▶ [TASK STATEMENT]: Go through the records below and tally the lines that include "played". Answer with the number only.

▶ [SUPPLIED MATERIAL]:

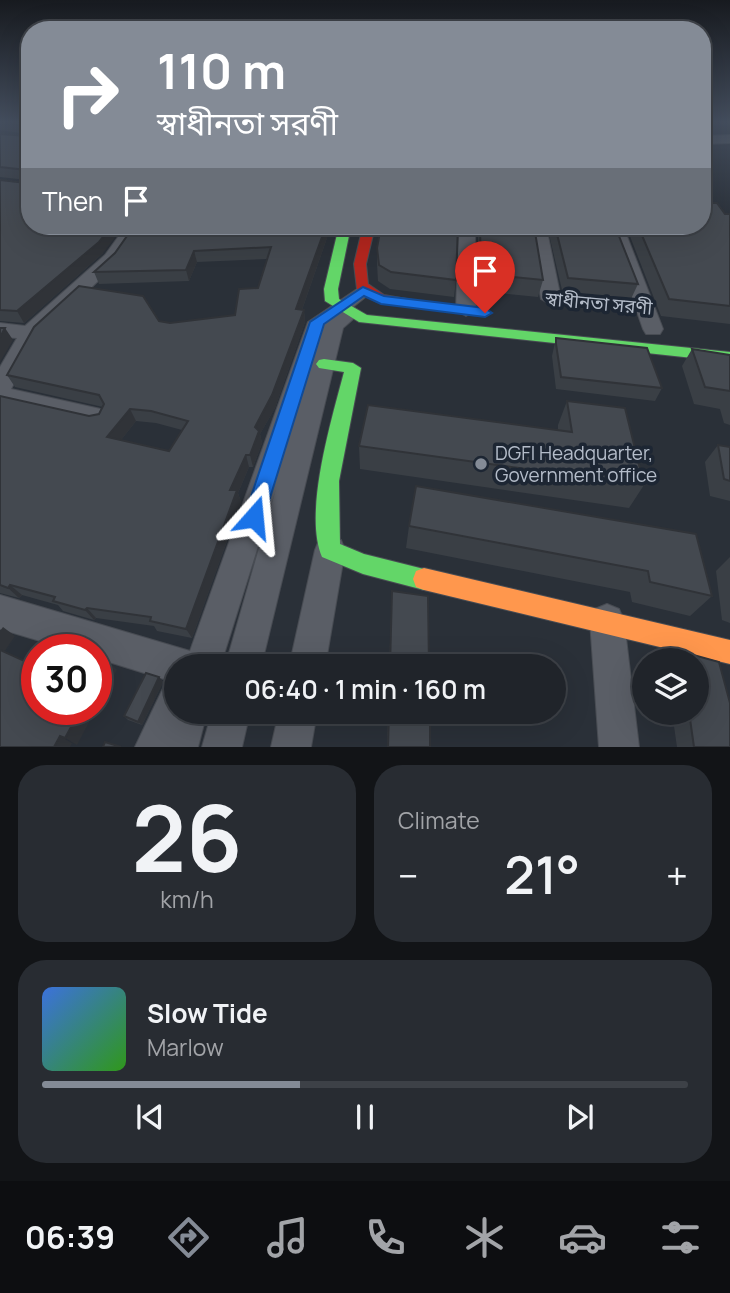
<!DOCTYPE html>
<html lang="en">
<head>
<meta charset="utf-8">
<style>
  :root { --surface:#20242a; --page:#282c32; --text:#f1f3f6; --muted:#a2a4a8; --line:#3d4147; --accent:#848b96 }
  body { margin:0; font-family:Manrope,"Noto Sans Bengali",sans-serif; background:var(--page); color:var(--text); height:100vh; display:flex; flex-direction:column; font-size:26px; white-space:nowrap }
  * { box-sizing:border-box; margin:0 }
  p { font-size:23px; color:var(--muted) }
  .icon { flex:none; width:38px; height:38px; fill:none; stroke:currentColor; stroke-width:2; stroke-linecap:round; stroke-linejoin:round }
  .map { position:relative; height:747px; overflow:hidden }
  .side { display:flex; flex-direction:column; gap:18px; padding:18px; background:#121417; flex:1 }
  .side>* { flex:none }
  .hud { position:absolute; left:21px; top:21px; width:690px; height:214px; border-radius:28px; box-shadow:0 7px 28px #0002,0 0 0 2px var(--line); background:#848b96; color:#fff; overflow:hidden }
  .fabs { position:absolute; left:632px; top:648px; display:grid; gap:14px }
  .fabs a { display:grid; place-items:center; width:77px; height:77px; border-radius:50%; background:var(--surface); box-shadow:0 7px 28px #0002,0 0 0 2px var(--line); font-size:35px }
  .speed { position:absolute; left:21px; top:634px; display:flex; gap:14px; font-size:35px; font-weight:700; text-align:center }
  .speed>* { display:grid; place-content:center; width:91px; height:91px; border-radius:50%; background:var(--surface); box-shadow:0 7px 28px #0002,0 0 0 2px var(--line); line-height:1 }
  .speed .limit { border:10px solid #d22; background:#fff; color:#111 }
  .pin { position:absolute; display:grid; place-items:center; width:60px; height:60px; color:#fff; margin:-72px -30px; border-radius:50% 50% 50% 0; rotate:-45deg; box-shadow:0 0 7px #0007 }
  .pin .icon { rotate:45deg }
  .me { position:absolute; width:77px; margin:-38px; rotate:18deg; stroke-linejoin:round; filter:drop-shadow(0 0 5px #0008) }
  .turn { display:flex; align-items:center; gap:24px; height:147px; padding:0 21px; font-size:32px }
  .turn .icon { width:91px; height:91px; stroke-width:2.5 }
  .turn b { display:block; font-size:49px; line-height:60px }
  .then { display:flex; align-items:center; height:66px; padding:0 21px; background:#0003; gap:14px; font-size:26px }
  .big { font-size:52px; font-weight:600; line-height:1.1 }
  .side .tile { flex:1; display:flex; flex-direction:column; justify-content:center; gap:10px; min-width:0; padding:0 24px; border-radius:28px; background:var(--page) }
  .side .dial { align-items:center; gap:0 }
  .dial b { font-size:91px; line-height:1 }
  .song { display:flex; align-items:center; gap:21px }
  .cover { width:84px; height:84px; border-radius:10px; background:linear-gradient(135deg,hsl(220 70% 55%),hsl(110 70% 35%)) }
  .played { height:7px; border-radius:4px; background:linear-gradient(90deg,var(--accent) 40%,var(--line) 40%) }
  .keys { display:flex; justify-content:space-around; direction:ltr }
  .heat { display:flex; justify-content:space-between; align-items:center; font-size:38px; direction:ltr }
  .side .tiles { flex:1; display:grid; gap:18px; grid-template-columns:1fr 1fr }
  .tile:last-child { grid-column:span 2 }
  .trip { position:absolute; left:164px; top:654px; width:402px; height:70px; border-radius:35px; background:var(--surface); box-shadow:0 7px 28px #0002,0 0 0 2px var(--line); font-weight:600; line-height:70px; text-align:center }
  .menu { display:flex; height:112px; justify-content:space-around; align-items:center; background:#0d0e11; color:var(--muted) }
  .menu .icon { width:49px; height:49px }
  .menu .on { color:var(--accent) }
  .menu b { font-size:32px; color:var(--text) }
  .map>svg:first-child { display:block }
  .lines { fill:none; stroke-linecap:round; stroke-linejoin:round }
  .street-casing { stroke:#484c53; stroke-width:2 }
  .fast-casing { stroke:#484c53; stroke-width:2 }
  .slow-casing { stroke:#484c53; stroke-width:2 }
  .jam-casing { stroke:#484c53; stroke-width:2 }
  .street { fill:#5a5e66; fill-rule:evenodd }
  .fast { fill:#63d668; fill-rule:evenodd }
  .slow { fill:#ff974d; fill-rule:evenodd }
  .jam { fill:#b3261e; fill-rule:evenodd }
  .wall { fill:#3a3f45; fill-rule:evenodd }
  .shaded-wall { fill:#303338 }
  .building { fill:#444950; stroke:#303338; stroke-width:2; fill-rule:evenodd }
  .route { fill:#1a73e8; stroke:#114b97; stroke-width:2 }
  .poi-dot { fill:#848b96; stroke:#1d2633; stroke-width:2.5 }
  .labels { text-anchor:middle; stroke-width:7; stroke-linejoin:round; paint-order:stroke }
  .street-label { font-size:19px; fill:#b4bcc9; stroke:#1d2633 }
  .poi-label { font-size:19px; fill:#b4bcc9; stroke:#1d2633; text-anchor:start }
</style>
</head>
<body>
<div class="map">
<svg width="730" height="747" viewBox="0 0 730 747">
  <rect width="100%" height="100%" fill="#2a3038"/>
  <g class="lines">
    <g class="street-casing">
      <g id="street">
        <path d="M730 135V143L702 144V136Z"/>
        <path d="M126 226H142L117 263 39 337 11 389 105 410 108 417 105 424 96 426 0 404V367L17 338 0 337V323L25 326 105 255Z"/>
        <path d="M459 226H475L476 310 466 316 456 310Z"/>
        <path d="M530 226H546L561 299 558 303 551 305 541 299Z"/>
        <path d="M607 226H623L663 329 660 334H646L643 329Z"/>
        <path d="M363 285 373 291 353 307 361 312 343 328 261 667H225L276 489 220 667H177V712H207L198 747H135L167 680 96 658V649H67L0 629V595L190 651 308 322Z"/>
        <path d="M330 536 341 540 345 550 325 667H289L315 550 319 540Z"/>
        <path d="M607 604 619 609 624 621 639 747H599L590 621 595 609Z"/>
        <path d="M212 712H250L242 747H202Z"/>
        <path d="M279 712H317L311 747H271Z"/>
      </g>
    </g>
    <g class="fast-casing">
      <g id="fast">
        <path d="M339 226H351L338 289 339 299 367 315 730 352V362L359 322 325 301 324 289Z"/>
        <path d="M324 359 353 363 361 368 339 481 340 544 364 554 432 571 435 579 432 587 424 590 363 574 322 557C303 513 332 418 344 372L319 368 316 364 319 360Z"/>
      </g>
    </g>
    <g class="slow-casing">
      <path id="slow" d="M424 568 730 640V664L424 590 416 587 413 579 416 571Z"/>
    </g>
    <g class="jam-casing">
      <path id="jam" d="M363 226H375L366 264 368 284 384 295 424 302 426 305 424 308 375 301 357 289 354 264Z"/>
    </g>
    <use href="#street" class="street"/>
    <use href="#fast" class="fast"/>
    <use href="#slow" class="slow"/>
    <use href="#jam" class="jam"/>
  </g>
  <g class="wall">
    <path d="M0 122H30L103 253 24 323 0 321V180L27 183V180L0 177V134L26 136V134L0 130V131Z"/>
    <path d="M725 214H730V324L661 316 626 226H702Z"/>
    <path d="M134 226H327L328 235 302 310H304L305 322 275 408 260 434 262 443 253 467H249L238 493 241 502 192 638 157 631 154 626 96 618 94 620 63 611 58 605 22 595 19 598 0 593V396L89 416 99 414 103 407 15 387 7 375 159 321 170 323 235 315 258 288 267 259 197 262 189 281 99 284 94 272 115 253ZM136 421 156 423 182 430 169 451 121 440Z"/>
    <path d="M478 226H534L543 280 538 297 478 291Z"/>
    <path d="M547 226H615L638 284 630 301 563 294Z"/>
    <path d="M377 248 456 280 454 297 390 289 378 281 377 264Z"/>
    <path d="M556 338 662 388 655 401 556 389 552 356Z"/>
    <path d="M692 349 730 355V425L724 423 720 409 694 404 682 366Z"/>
    <path d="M567 401 644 485 629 508 360 469 359 446 558 430V425Z"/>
    <path d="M718 445 730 447V501L710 496 705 462Z"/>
    <path d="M409 526 696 534 712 596 690 616 632 602 630 592 406 548Z"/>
    <path d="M730 557V623L722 620 716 571Z"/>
    <path d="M392 591 429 667H389Z"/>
    <path d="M679 651 719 662 730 703V747H677L672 712H696V660H669Z"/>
    <path d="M159 677 163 682 142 725 128 720 124 716Z"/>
    <path d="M388 712H430V747H387Z"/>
  </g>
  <g class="shaded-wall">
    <path d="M112 226H124L103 253 24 323 17 311Z"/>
    <path d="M326 226 328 235 298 321 296 309Z"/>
    <path d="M194 251 197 262 189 281 186 270Z"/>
    <path d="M304 310 305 322 275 408 260 434 262 443 253 467 250 455 255 427Z"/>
    <path d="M5 328 13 340 0 362V337Z"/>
    <path d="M130 409 136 421 114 449 107 437Z"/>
    <path d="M246 455 249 467 238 493 241 502 192 638 186 629 230 490Z"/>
    <path d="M10 585 22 595 19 598 8 588Z"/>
    <path d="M87 608 96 618 94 620 85 610Z"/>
    <path d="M3 627 15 636 2 655 0 653V631Z"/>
    <path d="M108 661 117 670 96 708V682Z"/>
    <path d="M159 677 163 682 142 725 138 722Z"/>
    <path d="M81 709H96L77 745 65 738Z"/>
    <path d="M60 736 72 743 70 747H54Z"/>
  </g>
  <g class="building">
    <path d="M0 122H30V226H112L99 242 17 311 0 310V180L27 183 26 170 0 167V134L26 136 29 126Z"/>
    <path d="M702 203H717L725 214H730V306L669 299 638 226H702Z"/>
    <path d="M134 226H326L296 309 304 310 272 395 255 427 259 431 250 455H246L230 490H237L186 629 150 621 151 617 87 608 85 610 53 601 55 597 10 585 8 588 0 585V396L89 416 99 414 104 404 99 395 7 375 34 327 79 286 143 296 159 321 170 323 235 315 239 289 258 288 271 247 194 251 186 270 94 272 115 253ZM130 409 151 411 188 421 169 451 107 437Z"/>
    <path d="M381 226H458L456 280 391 272 379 265 377 248Z"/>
    <path d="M480 226H534L543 280 481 274Z"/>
    <path d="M555 226H615L638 284 568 278Z"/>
    <path d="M0 328H5L0 337Z"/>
    <path d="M556 338 647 348 662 388 561 377 556 344Z"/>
    <path d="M692 349 730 355V391L705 387Z"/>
    <path d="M567 401 625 408 644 485 359 446 368 405 572 432Z"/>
    <path d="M718 445 730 447V481L724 479Z"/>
    <path d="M416 486 696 534 712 596 650 582 648 571 409 526Z"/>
    <path d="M392 591 428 596 429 667H390Z"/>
    <path d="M0 650 29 663 28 665 37 668V709H81L65 738 60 736 54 747H0Z"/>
    <path d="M679 651 719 662 730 703V747H694L689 712H696V660H680Z"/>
    <path d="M96 657 108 661 96 682Z"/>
    <path d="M146 673 159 677 138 722 124 716Z"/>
    <path d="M389 712H430V747H388Z"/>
    <path d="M105 742 121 747H103Z"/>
  </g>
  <linearGradient id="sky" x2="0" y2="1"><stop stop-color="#171a1f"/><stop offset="0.54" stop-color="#444e5e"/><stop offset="1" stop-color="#444e5e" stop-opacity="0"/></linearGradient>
  <rect width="730" height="226" fill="url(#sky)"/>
  <path class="route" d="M363 287 384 296 485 308 492 313 485 317 381 304 364 296 324 324 264 517 261 523 254 526 247 523 244 517 310 322Z"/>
  <circle class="poi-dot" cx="481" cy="464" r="7"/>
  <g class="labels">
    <g class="street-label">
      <text transform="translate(599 303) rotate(5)" y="7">স্বাধীনতা সরণী</text>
    </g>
    <g class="poi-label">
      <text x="495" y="460">DGFI Headquarter,<tspan x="495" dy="22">Government office</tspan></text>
    </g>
  </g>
</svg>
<div class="fabs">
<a><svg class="icon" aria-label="layers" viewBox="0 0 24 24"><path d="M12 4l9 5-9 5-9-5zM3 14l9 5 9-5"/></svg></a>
</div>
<div class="speed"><div class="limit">30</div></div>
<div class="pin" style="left:485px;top:313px;background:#d93025"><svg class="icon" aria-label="arrive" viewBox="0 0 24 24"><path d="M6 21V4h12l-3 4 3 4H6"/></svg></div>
<svg class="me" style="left:254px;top:517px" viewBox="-20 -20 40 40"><path d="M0-17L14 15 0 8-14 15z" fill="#1a73e8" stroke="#fff" stroke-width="4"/></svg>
<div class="trip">06:40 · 1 min · 160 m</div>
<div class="hud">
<div class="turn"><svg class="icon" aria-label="right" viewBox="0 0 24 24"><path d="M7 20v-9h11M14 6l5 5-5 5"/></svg><div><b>110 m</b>স্বাধীনতা সরণী</div></div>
<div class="then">Then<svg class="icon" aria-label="arrive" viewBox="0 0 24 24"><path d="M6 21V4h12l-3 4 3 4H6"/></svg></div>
</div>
</div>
<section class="side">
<div class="tiles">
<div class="tile dial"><b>26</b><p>km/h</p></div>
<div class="tile"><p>Climate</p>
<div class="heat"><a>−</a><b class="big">21°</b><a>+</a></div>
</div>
<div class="tile">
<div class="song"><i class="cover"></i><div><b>Slow Tide</b><p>Marlow</p></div></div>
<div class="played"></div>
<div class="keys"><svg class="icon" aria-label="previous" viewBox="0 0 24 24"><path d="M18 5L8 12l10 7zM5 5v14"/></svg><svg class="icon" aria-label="pause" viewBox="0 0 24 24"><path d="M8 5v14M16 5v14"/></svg><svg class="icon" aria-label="next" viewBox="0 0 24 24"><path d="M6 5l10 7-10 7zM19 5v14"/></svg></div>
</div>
</div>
</section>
<nav class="menu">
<b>06:39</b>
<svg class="icon on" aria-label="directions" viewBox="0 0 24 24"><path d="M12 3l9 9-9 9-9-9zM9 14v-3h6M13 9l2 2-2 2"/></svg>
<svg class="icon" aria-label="music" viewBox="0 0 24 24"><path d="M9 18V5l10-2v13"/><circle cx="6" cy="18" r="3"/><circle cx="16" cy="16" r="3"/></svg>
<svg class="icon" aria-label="phone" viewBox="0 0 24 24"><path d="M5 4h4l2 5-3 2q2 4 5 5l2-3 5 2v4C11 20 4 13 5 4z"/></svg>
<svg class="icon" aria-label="climate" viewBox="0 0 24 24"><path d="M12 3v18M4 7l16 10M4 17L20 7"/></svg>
<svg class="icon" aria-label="car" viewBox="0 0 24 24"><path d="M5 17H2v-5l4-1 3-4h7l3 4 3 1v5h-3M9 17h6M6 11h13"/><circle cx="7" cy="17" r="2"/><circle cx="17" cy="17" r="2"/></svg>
<svg class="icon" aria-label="filters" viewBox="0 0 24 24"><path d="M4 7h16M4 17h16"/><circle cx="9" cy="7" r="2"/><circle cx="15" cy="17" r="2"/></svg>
</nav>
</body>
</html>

▶ [SOLUTION]: 2